* Exercise input *
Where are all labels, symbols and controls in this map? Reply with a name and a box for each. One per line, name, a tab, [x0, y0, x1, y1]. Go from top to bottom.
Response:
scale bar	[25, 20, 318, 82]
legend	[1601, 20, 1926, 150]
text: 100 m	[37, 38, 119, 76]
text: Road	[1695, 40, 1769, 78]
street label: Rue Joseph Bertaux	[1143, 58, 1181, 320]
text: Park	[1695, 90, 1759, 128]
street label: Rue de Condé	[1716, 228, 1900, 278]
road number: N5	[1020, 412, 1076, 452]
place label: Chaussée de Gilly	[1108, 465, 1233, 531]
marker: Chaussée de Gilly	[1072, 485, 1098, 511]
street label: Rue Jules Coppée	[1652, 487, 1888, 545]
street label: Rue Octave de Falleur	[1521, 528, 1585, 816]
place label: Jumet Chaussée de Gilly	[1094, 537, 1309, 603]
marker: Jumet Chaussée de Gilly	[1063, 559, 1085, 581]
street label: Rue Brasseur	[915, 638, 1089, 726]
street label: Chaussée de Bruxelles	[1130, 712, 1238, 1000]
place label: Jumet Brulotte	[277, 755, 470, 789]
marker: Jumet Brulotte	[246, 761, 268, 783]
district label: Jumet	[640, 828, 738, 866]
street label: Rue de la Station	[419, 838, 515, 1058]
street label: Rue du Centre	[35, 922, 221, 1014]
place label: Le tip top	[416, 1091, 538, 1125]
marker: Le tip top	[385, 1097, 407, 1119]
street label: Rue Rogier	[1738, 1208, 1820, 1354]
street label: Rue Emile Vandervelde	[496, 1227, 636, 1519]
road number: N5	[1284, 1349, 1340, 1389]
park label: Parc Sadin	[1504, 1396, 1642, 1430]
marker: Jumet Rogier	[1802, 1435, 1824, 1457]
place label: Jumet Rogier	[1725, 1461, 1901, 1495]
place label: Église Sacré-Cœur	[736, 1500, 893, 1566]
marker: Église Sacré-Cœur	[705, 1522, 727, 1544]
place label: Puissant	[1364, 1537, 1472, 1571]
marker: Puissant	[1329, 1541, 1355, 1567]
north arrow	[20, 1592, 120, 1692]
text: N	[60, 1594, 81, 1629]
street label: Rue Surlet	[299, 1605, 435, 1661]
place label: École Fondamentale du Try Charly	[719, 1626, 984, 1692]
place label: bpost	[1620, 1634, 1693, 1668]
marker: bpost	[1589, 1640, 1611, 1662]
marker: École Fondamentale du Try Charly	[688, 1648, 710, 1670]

* * *

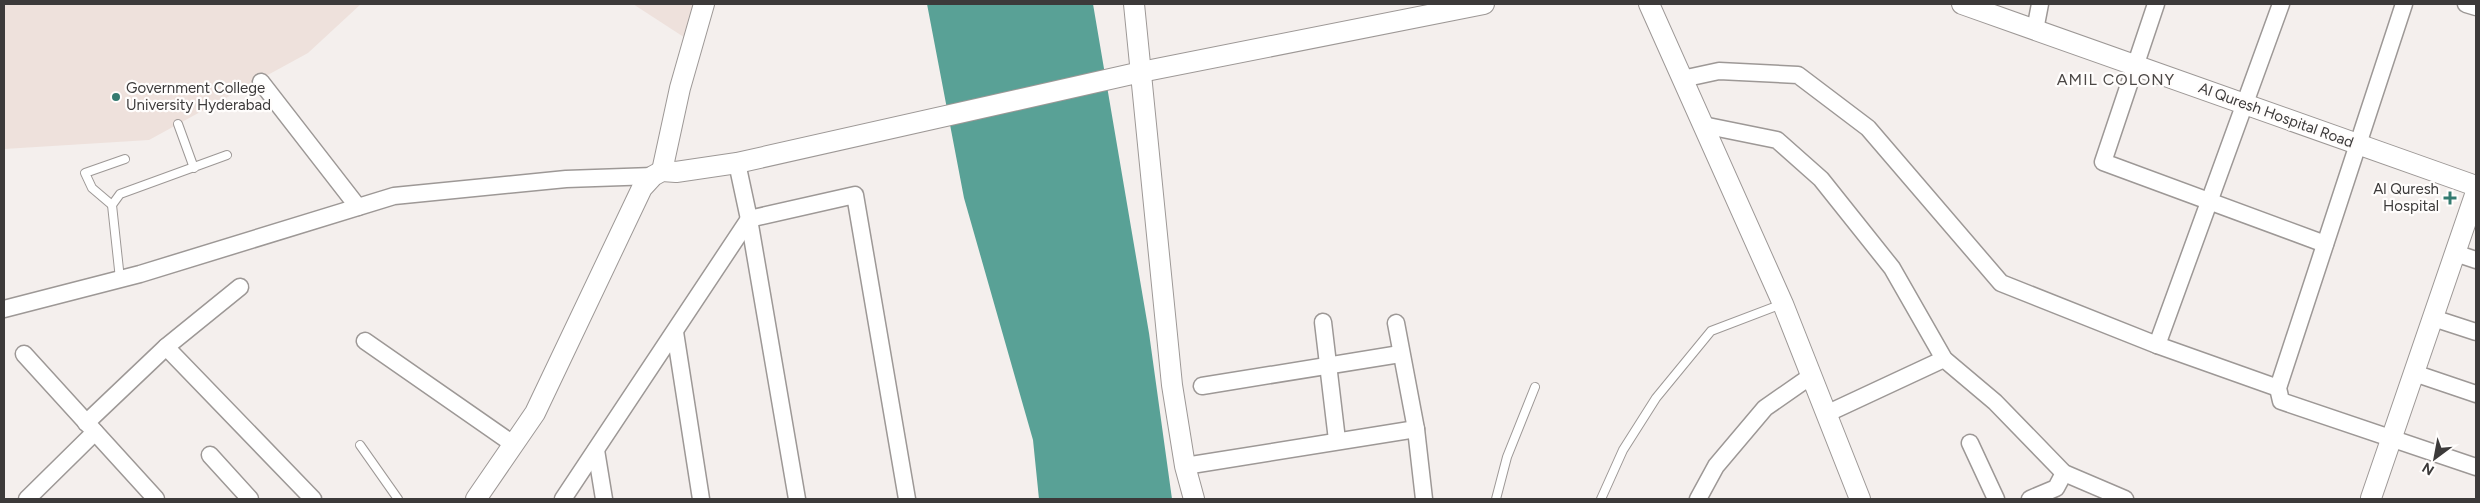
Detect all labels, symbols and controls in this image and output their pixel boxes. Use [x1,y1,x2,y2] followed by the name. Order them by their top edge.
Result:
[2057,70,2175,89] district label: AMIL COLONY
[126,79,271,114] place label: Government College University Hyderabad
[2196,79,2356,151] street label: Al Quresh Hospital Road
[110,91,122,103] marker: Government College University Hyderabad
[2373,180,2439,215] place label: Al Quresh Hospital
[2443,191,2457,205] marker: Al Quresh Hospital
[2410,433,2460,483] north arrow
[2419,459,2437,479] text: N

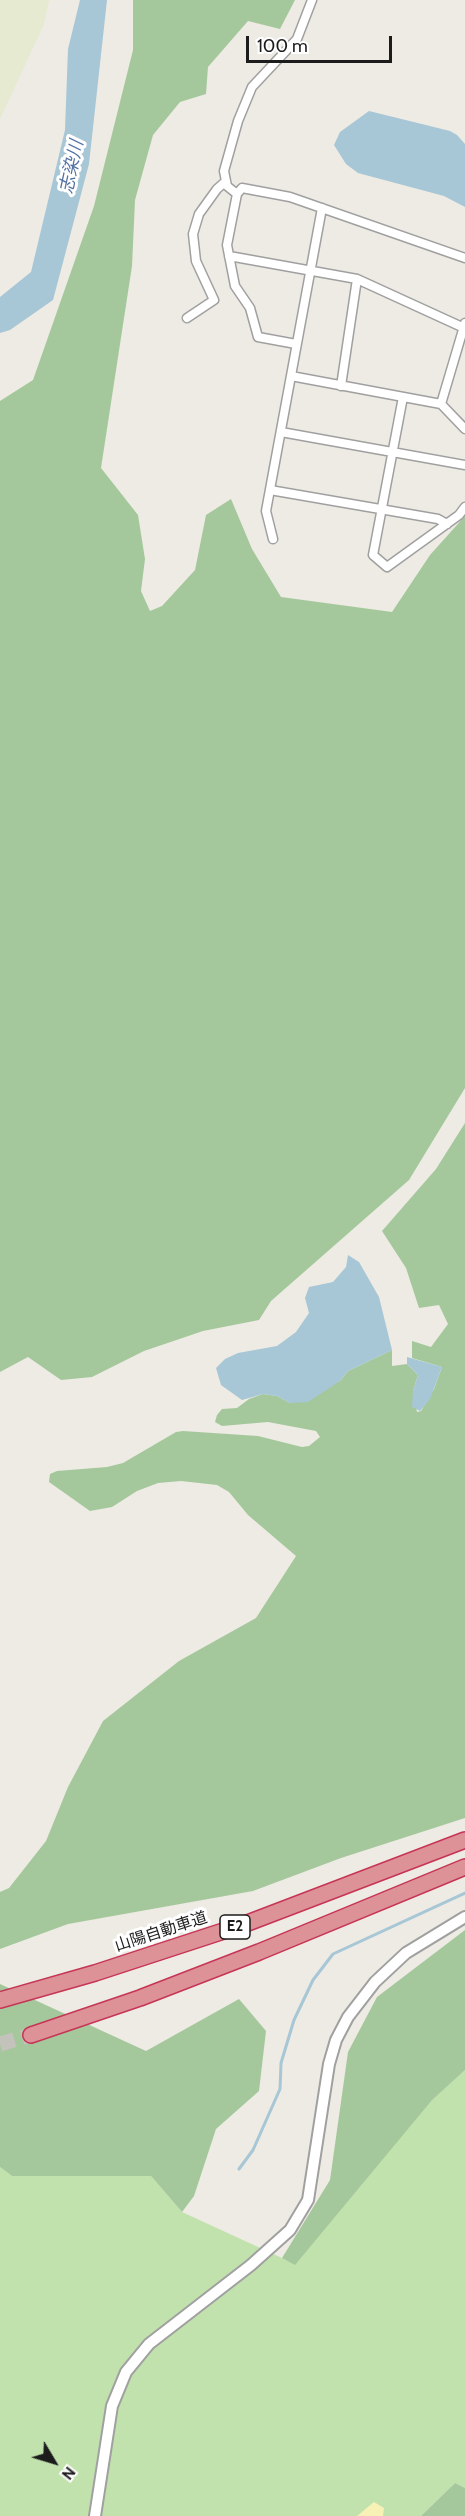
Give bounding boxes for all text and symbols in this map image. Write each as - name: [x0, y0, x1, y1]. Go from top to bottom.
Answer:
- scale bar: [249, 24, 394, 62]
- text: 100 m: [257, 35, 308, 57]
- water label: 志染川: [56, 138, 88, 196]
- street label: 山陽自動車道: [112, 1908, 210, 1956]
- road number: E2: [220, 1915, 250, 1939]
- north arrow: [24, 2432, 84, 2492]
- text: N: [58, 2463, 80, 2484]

...

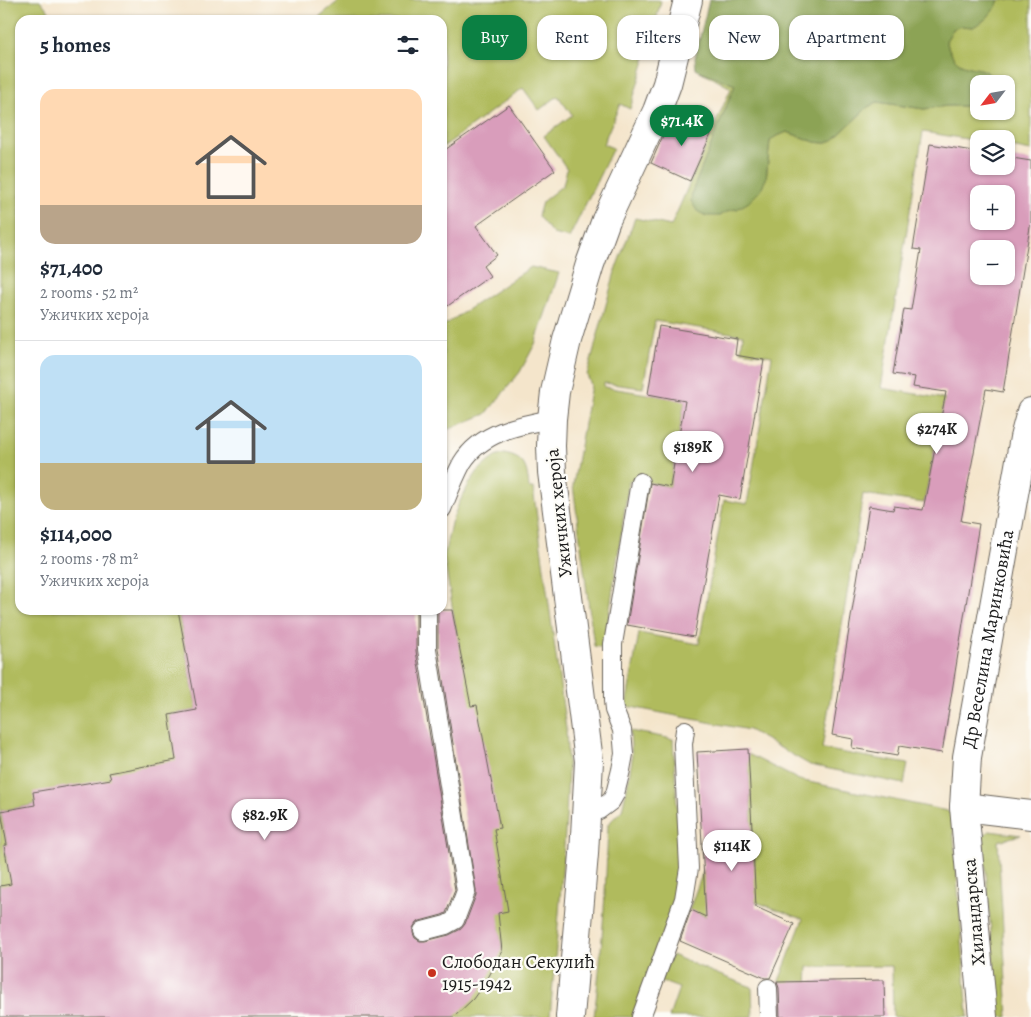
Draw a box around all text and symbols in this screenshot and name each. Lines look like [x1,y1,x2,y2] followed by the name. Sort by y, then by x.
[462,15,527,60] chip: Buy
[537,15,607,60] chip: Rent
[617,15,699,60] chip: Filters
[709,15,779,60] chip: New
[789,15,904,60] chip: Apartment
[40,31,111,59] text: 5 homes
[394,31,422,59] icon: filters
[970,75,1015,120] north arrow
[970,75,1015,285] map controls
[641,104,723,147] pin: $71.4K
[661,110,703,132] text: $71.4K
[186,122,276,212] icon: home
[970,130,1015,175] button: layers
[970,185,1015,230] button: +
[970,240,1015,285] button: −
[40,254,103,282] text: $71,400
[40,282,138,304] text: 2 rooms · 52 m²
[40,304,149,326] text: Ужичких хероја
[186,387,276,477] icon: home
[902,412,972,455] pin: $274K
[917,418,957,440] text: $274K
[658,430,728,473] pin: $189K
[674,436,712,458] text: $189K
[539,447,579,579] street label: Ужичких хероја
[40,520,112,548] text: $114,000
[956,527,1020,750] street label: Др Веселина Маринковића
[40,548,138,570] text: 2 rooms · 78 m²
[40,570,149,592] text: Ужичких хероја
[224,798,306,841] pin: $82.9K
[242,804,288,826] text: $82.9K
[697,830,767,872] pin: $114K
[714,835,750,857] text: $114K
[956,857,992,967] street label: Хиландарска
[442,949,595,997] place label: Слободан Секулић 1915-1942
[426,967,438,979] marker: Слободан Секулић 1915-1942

* What the task requires *
Your answer should be a number alone, please: the count of lines in the listing where the word "image" appears.

* Task response *
2